RECORD SET —
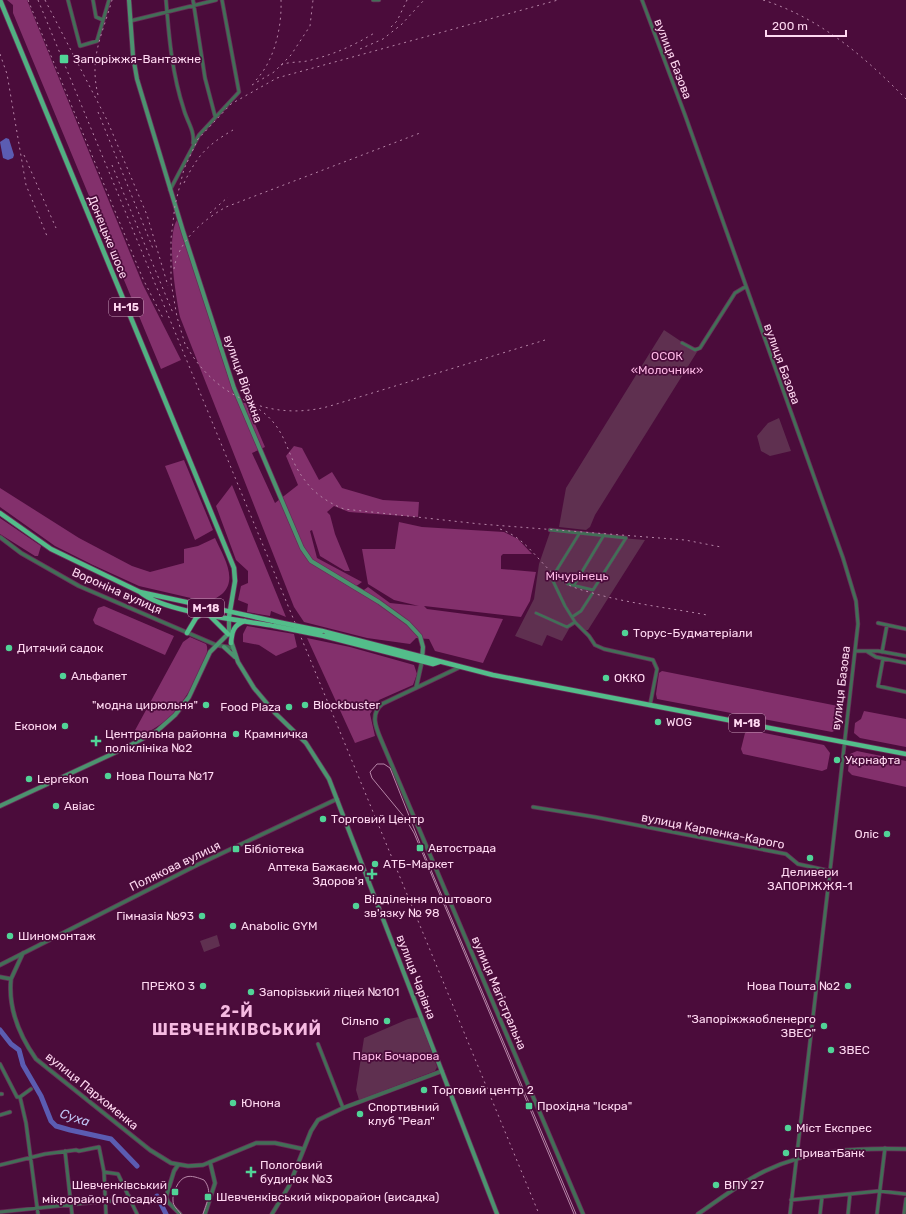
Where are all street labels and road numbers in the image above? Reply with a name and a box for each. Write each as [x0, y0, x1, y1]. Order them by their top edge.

---

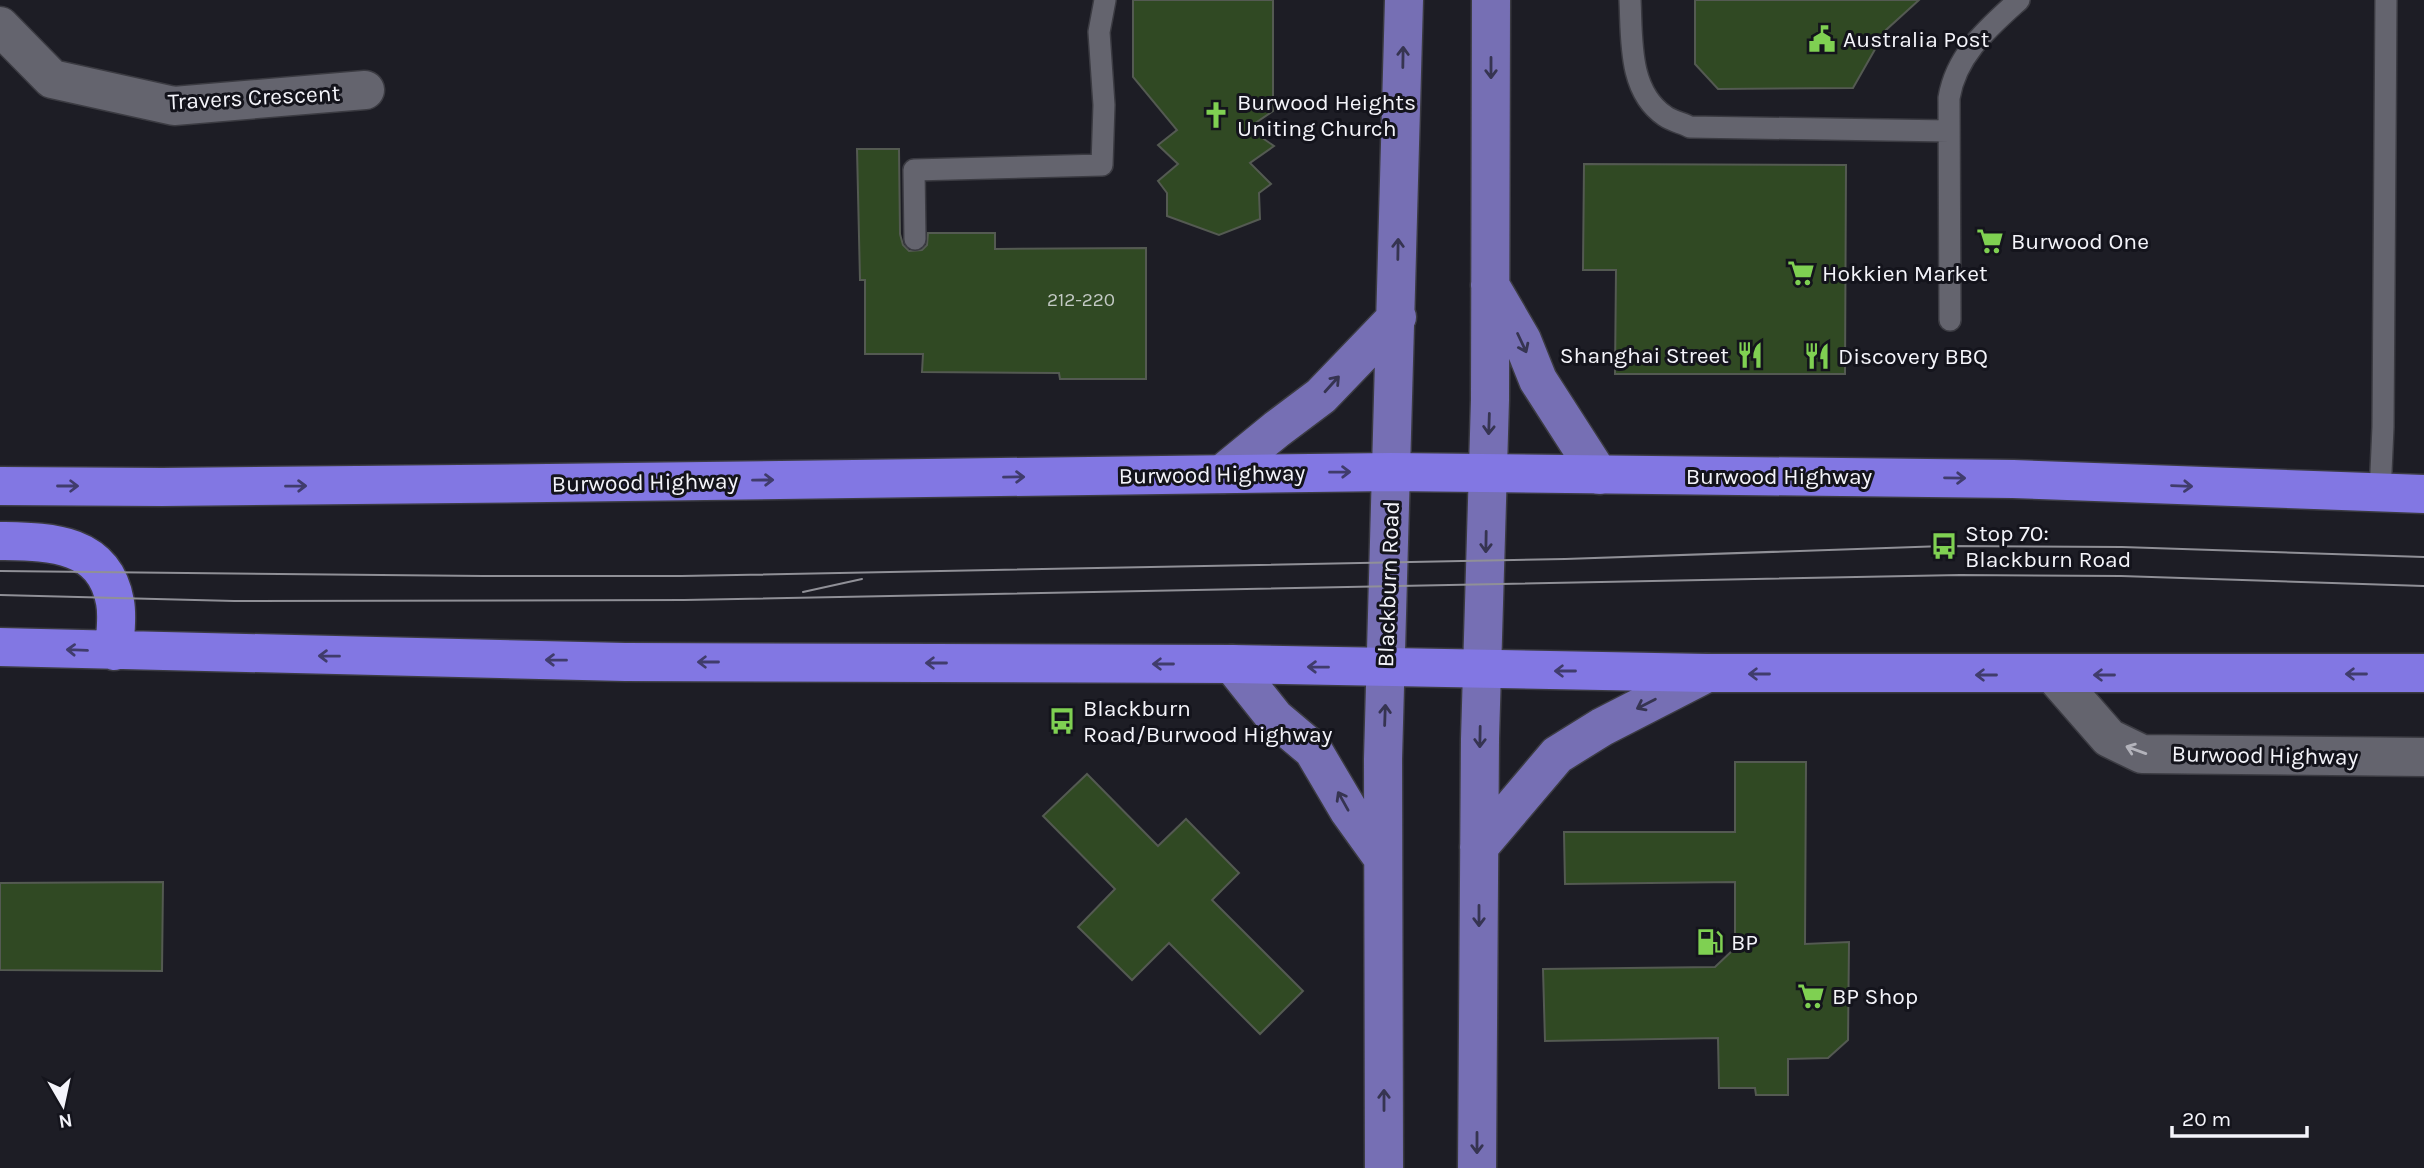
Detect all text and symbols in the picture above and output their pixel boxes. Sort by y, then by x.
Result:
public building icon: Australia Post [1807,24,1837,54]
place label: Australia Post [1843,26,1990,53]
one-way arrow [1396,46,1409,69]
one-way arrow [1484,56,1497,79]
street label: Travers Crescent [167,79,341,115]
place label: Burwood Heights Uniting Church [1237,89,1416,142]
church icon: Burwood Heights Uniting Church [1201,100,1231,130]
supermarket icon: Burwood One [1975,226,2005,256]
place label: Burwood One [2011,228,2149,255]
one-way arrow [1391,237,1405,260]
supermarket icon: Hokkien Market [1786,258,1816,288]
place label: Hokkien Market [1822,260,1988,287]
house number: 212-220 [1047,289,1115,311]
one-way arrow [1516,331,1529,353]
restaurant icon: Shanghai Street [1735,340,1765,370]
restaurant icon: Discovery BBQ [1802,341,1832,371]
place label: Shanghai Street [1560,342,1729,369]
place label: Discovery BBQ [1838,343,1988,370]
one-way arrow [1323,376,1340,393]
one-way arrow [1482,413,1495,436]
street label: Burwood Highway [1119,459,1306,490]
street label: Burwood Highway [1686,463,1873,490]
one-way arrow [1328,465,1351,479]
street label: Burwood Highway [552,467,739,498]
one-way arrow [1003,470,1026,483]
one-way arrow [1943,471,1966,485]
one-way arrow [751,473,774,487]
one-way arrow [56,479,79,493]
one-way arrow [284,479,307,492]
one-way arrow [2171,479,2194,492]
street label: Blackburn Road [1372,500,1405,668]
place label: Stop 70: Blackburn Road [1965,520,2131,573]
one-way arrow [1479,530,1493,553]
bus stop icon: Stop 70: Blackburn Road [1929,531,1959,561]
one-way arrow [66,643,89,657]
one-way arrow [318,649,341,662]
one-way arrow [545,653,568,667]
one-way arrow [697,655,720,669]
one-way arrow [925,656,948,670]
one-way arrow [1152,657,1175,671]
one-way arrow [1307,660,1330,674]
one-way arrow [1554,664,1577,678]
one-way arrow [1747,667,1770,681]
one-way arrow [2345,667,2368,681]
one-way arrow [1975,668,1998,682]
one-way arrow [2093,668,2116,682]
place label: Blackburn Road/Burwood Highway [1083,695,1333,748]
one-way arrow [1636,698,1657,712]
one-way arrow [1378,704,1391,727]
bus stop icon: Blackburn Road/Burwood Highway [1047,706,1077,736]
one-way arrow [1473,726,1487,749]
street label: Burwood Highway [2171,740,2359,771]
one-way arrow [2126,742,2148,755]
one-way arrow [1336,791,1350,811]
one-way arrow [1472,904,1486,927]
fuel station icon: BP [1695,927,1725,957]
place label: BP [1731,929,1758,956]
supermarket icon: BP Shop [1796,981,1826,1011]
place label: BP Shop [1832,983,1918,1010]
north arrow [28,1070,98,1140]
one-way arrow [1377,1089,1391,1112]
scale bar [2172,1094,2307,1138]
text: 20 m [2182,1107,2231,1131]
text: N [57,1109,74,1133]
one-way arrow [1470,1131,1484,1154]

YOUR INSTRUCTIONS — In the records above, find each line that holds the word "their"; copy all such lines.

ANSWER TO THE PROBLEM —
Where are all street labels and road numbers in the image above? Reply with a name and a box for each. Write each as [x0, y0, x1, y1]. Order them by their top edge.
Detect all text and symbols in the picture above and output their pixel boxes. Sort by y, then by x.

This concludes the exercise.